--- Data extract Enclosed Below ---

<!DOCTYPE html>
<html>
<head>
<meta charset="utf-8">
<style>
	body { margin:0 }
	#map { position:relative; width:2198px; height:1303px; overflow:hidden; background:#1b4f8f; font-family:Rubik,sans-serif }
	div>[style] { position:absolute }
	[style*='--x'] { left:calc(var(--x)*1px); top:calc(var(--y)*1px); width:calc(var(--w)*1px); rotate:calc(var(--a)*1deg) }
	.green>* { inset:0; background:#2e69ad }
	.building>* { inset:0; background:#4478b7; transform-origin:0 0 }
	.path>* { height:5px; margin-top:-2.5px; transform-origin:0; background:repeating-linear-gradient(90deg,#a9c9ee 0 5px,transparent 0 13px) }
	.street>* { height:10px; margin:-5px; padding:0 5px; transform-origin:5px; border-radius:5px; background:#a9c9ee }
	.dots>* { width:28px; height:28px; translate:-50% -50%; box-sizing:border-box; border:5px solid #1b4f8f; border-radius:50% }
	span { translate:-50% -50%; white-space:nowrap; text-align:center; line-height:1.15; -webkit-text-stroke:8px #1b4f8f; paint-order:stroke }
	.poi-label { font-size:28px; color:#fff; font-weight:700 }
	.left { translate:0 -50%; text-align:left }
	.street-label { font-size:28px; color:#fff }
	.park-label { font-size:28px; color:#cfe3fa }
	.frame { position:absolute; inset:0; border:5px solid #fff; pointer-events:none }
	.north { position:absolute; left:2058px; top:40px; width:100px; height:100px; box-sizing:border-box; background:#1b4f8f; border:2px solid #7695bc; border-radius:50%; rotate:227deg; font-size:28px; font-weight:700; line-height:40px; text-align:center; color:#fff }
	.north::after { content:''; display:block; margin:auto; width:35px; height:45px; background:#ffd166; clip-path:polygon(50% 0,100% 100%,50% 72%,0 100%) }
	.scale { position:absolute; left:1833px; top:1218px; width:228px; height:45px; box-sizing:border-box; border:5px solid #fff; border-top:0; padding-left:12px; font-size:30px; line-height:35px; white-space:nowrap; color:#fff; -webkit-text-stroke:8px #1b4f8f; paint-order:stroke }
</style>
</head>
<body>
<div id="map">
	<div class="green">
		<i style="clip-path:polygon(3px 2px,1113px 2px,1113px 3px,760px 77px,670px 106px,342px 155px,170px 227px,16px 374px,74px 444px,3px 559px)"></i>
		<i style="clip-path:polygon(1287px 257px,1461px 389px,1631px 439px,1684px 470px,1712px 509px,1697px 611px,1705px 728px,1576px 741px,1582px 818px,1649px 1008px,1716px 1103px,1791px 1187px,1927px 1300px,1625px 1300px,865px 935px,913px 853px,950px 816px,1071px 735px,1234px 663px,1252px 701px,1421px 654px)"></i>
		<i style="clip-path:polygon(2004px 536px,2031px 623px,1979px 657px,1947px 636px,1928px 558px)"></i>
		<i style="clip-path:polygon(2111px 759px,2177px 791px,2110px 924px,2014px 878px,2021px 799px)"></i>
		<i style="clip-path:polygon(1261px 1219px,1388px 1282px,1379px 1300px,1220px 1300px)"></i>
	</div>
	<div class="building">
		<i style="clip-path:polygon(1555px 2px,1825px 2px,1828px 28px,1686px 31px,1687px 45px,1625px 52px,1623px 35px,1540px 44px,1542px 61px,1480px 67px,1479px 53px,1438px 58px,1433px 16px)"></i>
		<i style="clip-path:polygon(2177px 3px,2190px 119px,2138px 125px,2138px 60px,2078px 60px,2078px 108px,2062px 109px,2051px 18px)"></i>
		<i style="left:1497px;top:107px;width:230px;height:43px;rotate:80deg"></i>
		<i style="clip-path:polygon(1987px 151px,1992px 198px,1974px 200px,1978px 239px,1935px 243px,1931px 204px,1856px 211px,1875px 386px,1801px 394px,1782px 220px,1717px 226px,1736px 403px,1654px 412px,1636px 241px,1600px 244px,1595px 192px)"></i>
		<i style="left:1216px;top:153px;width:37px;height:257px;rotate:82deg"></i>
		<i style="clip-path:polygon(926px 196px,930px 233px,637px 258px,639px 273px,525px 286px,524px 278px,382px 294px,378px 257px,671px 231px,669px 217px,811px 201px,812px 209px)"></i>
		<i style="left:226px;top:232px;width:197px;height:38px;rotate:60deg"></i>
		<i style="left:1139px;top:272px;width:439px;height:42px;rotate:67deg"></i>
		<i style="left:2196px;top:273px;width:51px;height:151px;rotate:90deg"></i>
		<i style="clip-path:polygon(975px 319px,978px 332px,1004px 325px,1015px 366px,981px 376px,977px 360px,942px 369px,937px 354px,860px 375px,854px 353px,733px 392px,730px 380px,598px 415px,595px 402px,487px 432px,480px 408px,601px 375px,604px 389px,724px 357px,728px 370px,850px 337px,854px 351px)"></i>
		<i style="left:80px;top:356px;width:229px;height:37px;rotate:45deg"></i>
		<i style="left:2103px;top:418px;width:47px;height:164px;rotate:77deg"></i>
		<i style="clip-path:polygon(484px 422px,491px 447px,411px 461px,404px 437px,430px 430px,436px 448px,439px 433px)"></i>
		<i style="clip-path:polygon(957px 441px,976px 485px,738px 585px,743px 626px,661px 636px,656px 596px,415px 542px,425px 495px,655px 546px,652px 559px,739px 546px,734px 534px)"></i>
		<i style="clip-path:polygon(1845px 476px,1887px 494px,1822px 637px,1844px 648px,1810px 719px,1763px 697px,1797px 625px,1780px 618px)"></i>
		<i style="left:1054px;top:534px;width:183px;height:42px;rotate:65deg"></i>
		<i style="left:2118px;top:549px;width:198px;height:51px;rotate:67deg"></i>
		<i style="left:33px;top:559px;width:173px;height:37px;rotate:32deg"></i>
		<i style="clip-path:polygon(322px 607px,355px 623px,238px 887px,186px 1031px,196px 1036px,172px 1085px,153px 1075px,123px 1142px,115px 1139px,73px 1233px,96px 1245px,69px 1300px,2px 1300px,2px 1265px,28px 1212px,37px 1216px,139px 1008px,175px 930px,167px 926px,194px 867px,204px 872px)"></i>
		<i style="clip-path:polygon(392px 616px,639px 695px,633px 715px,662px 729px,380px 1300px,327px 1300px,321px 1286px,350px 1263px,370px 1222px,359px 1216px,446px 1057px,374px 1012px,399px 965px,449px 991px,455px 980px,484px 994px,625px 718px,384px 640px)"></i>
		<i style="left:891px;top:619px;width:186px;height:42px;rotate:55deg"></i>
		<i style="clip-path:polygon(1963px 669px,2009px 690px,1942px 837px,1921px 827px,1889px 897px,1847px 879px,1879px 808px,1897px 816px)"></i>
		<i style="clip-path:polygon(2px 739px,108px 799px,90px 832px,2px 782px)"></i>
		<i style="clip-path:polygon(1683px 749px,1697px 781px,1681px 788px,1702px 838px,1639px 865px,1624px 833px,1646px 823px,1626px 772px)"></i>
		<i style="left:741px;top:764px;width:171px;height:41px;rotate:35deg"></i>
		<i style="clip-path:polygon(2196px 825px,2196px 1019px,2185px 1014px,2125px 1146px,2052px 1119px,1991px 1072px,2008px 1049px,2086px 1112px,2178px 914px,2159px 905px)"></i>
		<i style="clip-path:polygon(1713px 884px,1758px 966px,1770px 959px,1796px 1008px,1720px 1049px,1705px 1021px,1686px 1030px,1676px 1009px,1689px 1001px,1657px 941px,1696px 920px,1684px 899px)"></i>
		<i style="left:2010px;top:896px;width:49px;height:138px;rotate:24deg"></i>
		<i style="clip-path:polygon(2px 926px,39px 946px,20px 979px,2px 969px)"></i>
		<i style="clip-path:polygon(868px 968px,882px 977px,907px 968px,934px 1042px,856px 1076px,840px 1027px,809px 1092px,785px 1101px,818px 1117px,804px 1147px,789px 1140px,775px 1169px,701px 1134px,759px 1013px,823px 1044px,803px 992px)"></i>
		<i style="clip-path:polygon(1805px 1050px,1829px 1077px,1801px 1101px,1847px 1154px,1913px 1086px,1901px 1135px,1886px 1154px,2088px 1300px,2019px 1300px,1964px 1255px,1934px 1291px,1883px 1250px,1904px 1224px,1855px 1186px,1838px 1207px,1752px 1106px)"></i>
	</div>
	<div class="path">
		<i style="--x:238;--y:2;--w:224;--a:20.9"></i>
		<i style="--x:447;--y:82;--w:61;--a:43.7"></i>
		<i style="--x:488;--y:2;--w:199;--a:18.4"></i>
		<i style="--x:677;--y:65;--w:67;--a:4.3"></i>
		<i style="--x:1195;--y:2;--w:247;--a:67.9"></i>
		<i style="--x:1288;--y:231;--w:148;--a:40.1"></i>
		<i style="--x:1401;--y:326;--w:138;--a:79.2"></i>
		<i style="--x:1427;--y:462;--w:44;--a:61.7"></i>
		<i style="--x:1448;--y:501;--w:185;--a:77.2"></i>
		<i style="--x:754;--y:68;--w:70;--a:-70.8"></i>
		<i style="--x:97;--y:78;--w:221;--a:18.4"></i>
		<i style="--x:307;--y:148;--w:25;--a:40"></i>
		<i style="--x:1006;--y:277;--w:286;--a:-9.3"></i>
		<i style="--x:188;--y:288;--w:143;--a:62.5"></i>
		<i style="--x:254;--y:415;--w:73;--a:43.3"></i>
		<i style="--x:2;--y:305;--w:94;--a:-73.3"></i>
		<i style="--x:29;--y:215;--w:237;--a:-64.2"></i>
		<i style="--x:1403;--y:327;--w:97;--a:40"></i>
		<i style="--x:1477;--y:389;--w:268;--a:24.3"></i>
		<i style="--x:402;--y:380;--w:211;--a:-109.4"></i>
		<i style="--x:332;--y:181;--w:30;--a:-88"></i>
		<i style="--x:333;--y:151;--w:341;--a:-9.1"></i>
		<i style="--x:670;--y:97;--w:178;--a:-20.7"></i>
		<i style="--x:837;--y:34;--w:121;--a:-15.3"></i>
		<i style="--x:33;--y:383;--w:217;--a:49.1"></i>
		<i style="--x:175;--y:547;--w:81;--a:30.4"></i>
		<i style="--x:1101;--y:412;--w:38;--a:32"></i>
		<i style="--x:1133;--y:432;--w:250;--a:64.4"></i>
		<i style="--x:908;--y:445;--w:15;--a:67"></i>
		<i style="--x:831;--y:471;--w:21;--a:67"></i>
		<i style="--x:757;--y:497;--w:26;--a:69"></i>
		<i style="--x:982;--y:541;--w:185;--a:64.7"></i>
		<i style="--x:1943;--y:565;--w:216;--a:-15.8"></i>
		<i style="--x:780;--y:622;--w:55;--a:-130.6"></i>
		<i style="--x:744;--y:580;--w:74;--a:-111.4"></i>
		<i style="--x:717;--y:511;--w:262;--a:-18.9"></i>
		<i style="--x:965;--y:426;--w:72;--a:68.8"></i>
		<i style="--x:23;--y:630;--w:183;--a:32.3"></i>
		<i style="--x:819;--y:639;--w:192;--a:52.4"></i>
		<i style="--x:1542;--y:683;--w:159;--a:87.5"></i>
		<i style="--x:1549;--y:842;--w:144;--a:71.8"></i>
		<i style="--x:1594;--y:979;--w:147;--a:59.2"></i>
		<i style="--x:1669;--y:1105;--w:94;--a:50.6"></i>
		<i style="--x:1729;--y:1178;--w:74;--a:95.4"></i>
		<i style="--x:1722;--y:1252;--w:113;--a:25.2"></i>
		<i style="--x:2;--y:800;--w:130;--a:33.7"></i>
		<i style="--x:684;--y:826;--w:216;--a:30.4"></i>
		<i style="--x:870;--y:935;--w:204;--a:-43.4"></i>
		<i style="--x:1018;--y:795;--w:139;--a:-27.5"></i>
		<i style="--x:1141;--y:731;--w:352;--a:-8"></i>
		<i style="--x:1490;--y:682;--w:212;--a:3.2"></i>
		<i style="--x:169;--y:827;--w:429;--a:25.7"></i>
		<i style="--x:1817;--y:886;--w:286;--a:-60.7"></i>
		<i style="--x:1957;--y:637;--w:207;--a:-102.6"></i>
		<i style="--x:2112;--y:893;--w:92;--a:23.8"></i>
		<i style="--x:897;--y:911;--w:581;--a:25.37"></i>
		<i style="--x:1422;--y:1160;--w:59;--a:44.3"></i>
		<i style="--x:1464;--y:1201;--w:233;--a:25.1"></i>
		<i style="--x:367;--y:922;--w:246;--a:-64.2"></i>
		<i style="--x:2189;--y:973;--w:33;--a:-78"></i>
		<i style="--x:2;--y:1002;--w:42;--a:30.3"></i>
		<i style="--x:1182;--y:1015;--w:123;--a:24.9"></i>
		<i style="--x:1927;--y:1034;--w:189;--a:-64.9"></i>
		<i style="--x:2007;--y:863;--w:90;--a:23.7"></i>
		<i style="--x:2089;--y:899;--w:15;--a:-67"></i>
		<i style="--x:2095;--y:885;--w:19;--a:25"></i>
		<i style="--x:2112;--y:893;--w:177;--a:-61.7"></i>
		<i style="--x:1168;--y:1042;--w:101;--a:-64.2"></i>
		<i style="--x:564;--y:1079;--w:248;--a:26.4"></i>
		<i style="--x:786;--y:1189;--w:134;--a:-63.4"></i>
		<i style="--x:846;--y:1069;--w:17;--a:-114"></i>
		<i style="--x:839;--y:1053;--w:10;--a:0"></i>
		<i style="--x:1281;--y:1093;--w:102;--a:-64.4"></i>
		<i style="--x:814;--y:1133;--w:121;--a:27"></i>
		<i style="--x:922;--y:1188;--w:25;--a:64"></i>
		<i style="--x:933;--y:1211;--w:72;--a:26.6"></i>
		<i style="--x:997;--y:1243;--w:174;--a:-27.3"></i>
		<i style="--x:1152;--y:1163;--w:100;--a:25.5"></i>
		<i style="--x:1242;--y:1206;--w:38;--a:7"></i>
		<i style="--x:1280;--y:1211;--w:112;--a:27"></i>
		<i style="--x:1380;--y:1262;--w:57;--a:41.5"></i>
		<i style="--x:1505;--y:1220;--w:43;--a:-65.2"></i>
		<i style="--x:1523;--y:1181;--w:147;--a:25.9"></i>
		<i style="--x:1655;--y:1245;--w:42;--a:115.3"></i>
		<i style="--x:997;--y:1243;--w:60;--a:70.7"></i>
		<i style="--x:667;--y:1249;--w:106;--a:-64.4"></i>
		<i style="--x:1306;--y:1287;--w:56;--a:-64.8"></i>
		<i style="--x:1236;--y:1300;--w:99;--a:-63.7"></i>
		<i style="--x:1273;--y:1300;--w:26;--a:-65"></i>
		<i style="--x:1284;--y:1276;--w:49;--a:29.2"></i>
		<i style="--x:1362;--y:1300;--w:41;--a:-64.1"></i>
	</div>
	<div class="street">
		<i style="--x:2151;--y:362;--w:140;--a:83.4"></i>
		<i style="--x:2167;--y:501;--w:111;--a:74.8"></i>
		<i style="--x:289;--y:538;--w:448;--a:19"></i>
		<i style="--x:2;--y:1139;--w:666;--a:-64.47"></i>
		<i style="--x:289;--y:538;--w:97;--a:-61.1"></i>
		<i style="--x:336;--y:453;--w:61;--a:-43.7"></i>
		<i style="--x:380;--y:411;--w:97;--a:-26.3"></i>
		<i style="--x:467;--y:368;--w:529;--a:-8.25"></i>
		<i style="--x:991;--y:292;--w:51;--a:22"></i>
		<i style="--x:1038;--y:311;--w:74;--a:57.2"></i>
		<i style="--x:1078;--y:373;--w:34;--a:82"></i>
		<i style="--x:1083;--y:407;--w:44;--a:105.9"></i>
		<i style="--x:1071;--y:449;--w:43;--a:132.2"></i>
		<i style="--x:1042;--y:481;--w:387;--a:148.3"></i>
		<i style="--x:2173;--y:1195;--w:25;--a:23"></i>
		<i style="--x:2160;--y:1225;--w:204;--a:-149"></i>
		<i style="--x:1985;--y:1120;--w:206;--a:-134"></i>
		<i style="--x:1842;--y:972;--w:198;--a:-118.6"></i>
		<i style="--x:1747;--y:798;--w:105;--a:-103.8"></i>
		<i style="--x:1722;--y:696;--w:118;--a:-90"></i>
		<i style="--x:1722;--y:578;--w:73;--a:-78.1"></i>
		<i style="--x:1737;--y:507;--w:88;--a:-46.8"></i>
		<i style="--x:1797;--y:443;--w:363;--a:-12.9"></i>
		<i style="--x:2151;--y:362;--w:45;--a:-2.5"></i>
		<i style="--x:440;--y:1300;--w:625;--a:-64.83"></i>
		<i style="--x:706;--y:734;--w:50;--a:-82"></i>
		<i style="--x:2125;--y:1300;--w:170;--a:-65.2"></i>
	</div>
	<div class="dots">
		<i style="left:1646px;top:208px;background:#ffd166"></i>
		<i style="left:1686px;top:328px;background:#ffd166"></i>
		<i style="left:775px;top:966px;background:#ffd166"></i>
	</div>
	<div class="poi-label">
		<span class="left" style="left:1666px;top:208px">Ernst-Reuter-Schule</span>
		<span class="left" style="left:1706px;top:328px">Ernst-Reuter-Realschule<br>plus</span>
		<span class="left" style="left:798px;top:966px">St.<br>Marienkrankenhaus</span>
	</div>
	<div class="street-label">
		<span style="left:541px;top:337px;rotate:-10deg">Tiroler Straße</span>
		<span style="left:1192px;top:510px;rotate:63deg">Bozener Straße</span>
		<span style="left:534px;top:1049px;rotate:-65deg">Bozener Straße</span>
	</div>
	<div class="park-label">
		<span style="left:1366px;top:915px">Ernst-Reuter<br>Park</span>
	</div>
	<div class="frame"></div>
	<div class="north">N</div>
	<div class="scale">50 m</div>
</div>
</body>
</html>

--- End of Enclosed Data extract ---

*Required work*. Please make an exact copy of the lines above from the line with "translate:-50% -50%; white-space:nowrap;" through the line with "position:absolute; left:2058px; top:40px;", both ends included.

*Answer for the task*.
	span { translate:-50% -50%; white-space:nowrap; text-align:center; line-height:1.15; -webkit-text-stroke:8px #1b4f8f; paint-order:stroke }
	.poi-label { font-size:28px; color:#fff; font-weight:700 }
	.left { translate:0 -50%; text-align:left }
	.street-label { font-size:28px; color:#fff }
	.park-label { font-size:28px; color:#cfe3fa }
	.frame { position:absolute; inset:0; border:5px solid #fff; pointer-events:none }
	.north { position:absolute; left:2058px; top:40px; width:100px; height:100px; box-sizing:border-box; background:#1b4f8f; border:2px solid #7695bc; border-radius:50%; rotate:227deg; font-size:28px; font-weight:700; line-height:40px; text-align:center; color:#fff }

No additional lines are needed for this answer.